WHAT NEEDS TO BE DONE:
If a line in the entries below contains the word "above", it counts; report how many such lines there are, and only that number.

[Saved entries]
——————
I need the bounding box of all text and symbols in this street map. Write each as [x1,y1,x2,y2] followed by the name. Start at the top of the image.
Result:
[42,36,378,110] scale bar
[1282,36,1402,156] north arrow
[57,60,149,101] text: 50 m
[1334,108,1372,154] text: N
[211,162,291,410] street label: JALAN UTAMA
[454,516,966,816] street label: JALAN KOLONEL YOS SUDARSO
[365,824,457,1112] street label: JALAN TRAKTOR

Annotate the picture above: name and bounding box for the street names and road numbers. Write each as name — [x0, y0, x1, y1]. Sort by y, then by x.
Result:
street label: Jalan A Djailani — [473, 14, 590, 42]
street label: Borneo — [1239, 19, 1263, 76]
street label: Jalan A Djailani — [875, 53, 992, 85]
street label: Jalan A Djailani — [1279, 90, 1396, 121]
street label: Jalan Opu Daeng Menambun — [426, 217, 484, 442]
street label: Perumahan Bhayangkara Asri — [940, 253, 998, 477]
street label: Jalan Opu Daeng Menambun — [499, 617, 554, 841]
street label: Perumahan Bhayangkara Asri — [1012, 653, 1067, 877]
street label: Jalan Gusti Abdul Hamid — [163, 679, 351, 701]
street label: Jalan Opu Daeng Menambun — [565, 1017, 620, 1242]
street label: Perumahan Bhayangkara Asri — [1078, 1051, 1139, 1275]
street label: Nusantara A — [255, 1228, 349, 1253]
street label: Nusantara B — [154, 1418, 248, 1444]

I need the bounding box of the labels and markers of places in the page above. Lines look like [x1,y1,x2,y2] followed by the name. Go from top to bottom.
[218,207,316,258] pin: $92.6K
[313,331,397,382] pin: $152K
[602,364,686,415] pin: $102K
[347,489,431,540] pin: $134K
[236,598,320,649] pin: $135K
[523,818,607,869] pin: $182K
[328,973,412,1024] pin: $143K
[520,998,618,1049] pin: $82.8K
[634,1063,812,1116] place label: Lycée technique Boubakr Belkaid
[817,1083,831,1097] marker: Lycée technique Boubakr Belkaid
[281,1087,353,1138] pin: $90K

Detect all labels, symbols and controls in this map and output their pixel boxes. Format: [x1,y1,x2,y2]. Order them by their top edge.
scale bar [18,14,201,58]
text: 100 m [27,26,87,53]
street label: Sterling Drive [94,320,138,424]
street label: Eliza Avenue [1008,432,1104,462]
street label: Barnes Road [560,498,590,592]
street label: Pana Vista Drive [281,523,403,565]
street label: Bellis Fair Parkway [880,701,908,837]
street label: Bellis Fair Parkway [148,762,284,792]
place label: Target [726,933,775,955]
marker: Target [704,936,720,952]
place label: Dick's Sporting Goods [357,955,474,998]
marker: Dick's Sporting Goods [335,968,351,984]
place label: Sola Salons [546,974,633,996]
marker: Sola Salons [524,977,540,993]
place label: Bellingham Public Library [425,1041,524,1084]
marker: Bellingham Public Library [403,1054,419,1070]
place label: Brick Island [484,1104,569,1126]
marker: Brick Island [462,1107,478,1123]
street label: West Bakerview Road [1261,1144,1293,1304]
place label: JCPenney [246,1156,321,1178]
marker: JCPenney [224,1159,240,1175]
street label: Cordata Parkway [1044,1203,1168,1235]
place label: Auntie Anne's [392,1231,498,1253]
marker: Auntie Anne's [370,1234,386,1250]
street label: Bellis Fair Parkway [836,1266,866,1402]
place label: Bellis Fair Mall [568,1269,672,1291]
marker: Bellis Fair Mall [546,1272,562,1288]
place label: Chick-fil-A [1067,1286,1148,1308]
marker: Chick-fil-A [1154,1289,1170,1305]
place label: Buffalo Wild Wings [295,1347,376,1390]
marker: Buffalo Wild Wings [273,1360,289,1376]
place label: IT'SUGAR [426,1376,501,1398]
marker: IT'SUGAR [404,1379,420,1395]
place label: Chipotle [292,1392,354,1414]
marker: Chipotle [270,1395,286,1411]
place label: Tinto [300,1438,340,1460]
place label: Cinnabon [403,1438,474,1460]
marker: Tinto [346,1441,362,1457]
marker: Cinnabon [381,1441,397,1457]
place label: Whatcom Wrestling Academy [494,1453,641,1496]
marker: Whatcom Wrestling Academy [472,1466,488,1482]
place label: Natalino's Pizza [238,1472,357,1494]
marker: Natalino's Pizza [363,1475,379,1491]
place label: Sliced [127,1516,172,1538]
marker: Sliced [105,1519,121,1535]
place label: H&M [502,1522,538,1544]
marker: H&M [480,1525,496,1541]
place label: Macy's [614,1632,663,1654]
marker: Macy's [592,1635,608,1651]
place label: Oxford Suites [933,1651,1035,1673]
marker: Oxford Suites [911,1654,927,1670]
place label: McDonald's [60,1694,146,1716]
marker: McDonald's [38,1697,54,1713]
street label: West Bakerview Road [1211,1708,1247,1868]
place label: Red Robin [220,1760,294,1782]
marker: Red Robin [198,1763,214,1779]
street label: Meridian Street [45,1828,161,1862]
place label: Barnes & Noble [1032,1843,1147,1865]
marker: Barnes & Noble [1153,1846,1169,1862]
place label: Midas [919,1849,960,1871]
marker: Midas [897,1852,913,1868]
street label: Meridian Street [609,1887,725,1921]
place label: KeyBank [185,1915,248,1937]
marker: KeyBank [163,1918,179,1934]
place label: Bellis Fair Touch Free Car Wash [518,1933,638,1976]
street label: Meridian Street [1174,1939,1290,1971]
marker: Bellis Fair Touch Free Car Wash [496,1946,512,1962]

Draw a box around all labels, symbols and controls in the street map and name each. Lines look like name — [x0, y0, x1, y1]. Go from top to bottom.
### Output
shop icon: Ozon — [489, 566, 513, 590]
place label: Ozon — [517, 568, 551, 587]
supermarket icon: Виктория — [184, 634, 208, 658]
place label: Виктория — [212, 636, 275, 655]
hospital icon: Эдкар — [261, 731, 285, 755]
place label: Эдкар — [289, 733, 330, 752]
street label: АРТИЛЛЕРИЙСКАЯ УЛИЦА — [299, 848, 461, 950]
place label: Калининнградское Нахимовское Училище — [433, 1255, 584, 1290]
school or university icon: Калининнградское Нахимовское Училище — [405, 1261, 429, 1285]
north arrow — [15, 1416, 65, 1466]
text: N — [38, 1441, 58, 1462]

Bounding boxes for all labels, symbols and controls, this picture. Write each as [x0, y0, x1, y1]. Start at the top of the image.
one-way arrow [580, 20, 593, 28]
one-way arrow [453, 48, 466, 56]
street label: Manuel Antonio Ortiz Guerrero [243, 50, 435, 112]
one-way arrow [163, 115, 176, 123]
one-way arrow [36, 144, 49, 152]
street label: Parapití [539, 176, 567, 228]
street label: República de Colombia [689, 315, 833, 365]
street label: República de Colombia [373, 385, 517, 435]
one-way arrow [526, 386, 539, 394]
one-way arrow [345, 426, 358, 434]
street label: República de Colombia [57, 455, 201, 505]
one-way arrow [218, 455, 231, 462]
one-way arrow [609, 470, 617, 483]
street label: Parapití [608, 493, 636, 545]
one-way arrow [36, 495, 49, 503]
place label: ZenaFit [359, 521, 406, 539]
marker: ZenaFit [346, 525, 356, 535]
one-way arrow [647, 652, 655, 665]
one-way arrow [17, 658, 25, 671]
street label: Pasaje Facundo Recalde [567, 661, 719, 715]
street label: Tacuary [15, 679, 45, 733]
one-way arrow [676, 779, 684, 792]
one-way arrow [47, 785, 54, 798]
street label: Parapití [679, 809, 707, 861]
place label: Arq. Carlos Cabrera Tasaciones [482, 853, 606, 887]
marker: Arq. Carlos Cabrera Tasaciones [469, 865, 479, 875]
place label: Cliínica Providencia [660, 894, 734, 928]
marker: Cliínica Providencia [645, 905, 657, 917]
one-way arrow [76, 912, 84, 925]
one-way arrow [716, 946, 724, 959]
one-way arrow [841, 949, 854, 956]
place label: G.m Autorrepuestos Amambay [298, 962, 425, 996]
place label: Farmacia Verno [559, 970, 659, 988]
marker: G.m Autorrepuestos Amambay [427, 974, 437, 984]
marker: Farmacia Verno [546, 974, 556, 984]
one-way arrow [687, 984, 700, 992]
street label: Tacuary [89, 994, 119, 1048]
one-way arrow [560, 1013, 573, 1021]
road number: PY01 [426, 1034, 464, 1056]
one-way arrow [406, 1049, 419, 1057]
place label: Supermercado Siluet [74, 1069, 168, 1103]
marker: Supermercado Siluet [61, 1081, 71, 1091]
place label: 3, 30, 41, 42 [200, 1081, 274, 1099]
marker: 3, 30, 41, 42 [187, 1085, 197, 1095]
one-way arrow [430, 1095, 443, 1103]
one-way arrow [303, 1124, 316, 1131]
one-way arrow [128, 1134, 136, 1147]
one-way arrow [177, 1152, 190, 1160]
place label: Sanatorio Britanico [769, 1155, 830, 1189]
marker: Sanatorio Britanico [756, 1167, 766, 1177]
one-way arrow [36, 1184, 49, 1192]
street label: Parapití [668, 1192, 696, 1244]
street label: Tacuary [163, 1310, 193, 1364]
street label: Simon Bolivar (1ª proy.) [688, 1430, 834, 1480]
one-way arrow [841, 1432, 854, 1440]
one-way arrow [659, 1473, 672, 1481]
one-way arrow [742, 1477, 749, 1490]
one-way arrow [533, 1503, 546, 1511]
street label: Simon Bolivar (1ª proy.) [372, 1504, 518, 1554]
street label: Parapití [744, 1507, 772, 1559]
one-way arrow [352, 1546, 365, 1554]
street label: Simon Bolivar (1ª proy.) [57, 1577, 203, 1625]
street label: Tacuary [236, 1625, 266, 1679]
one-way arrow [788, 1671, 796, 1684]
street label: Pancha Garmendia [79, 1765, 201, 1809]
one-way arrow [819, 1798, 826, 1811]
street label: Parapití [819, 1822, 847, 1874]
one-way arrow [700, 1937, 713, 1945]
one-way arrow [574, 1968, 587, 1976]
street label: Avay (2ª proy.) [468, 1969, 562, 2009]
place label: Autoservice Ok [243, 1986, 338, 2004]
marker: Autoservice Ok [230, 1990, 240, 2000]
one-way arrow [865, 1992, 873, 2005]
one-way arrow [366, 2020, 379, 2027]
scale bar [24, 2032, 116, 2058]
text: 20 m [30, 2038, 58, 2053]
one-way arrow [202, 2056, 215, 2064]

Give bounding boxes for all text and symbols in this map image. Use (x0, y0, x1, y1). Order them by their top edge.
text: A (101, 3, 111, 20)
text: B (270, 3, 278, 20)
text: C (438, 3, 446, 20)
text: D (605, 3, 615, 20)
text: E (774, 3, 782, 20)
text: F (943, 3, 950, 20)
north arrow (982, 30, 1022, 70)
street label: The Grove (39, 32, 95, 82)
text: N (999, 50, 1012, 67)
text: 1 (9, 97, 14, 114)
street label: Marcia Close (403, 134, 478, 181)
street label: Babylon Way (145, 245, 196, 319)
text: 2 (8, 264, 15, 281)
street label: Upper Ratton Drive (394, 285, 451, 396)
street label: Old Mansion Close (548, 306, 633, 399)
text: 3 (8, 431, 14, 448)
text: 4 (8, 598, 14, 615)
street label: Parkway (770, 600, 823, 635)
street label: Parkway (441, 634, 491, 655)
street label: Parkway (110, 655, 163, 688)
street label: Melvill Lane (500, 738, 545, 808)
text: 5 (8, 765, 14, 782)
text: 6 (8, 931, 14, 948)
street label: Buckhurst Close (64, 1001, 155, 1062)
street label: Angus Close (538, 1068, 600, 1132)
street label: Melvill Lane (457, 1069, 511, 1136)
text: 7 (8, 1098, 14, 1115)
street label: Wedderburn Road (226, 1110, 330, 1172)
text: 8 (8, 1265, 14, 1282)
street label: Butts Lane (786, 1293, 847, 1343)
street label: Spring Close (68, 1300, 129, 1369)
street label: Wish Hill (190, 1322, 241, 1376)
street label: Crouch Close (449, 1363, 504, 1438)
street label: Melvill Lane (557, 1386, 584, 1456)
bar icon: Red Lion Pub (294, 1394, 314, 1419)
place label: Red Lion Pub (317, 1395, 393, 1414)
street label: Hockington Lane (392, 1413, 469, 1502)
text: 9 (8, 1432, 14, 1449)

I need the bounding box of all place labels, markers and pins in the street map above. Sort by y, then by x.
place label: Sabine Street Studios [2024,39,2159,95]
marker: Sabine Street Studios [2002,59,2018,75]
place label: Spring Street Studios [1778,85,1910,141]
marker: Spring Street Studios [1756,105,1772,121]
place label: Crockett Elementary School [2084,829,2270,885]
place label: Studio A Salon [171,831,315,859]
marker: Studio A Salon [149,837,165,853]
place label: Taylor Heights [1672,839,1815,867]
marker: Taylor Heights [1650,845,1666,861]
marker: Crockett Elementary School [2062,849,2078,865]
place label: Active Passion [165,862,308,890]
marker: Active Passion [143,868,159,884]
——————
THE ANSWER:
3